Starting with the first line and ending with the one that holds "Read this screen", retype the entries exactly.

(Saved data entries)
§ §
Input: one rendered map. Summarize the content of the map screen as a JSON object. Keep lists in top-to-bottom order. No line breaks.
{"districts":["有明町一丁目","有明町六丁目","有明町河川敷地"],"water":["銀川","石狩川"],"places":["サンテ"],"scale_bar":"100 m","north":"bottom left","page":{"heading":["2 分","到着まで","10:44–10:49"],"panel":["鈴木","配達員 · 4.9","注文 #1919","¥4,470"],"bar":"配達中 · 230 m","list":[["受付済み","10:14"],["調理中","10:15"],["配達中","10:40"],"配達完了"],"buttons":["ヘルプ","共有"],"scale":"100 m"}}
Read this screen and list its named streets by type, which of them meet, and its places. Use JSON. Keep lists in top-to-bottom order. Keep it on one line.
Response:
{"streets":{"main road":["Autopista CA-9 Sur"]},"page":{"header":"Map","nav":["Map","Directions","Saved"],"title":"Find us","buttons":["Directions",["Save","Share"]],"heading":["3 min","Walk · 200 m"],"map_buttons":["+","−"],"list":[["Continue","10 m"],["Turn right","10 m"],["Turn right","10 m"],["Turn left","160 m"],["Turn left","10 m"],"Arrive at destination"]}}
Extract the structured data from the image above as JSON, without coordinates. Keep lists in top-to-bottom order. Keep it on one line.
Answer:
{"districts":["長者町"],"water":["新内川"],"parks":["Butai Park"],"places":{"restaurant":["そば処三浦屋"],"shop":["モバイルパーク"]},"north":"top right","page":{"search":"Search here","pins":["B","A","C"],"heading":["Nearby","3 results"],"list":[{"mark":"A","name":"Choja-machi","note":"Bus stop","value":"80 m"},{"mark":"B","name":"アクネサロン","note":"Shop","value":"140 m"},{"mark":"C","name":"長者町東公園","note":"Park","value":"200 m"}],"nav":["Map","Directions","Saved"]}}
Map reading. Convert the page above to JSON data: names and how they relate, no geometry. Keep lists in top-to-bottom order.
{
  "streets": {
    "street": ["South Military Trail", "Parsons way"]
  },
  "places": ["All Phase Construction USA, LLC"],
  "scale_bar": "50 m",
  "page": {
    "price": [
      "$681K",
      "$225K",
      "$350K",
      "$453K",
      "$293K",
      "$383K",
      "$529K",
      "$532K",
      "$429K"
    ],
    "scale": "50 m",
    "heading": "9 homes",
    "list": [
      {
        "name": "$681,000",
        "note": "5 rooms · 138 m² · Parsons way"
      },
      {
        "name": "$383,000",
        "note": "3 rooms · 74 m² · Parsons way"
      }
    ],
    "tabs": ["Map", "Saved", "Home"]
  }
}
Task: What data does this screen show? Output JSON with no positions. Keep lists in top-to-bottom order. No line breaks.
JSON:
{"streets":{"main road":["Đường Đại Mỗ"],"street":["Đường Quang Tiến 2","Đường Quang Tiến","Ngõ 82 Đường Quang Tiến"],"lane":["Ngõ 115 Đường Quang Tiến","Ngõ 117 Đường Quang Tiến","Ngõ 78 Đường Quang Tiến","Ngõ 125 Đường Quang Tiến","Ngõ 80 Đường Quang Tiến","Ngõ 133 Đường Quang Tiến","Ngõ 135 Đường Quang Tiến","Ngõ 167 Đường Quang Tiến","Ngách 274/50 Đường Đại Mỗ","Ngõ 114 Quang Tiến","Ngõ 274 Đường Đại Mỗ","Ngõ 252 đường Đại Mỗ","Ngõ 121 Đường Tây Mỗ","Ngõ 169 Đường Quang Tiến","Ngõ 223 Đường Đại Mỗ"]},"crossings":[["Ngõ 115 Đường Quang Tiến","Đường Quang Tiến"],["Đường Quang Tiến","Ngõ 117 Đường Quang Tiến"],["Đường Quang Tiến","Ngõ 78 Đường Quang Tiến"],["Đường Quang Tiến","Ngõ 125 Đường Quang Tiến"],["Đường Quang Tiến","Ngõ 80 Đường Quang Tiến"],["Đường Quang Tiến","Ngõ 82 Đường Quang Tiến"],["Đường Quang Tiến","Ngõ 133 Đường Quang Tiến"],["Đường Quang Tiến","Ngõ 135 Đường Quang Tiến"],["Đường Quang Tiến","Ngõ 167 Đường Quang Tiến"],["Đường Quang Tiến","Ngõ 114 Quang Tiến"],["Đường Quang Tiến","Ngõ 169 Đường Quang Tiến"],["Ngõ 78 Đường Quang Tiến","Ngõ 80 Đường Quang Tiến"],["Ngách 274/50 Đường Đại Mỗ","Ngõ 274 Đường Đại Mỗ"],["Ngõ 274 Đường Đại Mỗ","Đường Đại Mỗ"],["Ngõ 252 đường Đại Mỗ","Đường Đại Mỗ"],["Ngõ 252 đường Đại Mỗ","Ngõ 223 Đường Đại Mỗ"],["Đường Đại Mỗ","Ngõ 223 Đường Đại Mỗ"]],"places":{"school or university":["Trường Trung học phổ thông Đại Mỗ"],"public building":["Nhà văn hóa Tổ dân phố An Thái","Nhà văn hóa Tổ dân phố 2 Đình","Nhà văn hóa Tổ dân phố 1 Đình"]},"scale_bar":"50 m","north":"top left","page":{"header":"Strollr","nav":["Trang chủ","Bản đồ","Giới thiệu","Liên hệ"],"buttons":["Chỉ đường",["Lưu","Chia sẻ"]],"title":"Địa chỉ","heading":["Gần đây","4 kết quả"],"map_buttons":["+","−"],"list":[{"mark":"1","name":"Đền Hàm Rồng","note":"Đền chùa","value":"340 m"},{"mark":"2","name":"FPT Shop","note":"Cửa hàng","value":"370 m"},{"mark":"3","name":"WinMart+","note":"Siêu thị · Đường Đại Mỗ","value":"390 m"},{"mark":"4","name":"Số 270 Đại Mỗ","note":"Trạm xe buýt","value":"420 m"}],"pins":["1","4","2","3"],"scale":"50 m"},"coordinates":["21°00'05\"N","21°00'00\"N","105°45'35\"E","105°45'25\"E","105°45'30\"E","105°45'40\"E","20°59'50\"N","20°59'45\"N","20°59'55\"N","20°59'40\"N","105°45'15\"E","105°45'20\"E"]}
§ §
* Result for this exercise:
Input: one rendered map. Summarize the content of the map screen as a JSON object. Keep lists in top-to-bottom order. No line breaks.
{"districts":["有明町一丁目","有明町六丁目","有明町河川敷地"],"water":["銀川","石狩川"],"places":["サンテ"],"scale_bar":"100 m","north":"bottom left","page":{"heading":["2 分","到着まで","10:44–10:49"],"panel":["鈴木","配達員 · 4.9","注文 #1919","¥4,470"],"bar":"配達中 · 230 m","list":[["受付済み","10:14"],["調理中","10:15"],["配達中","10:40"],"配達完了"],"buttons":["ヘルプ","共有"],"scale":"100 m"}}
Read this screen and list its named streets by type, which of them meet, and its places. Use JSON. Keep lists in top-to-bottom order. Keep it on one line.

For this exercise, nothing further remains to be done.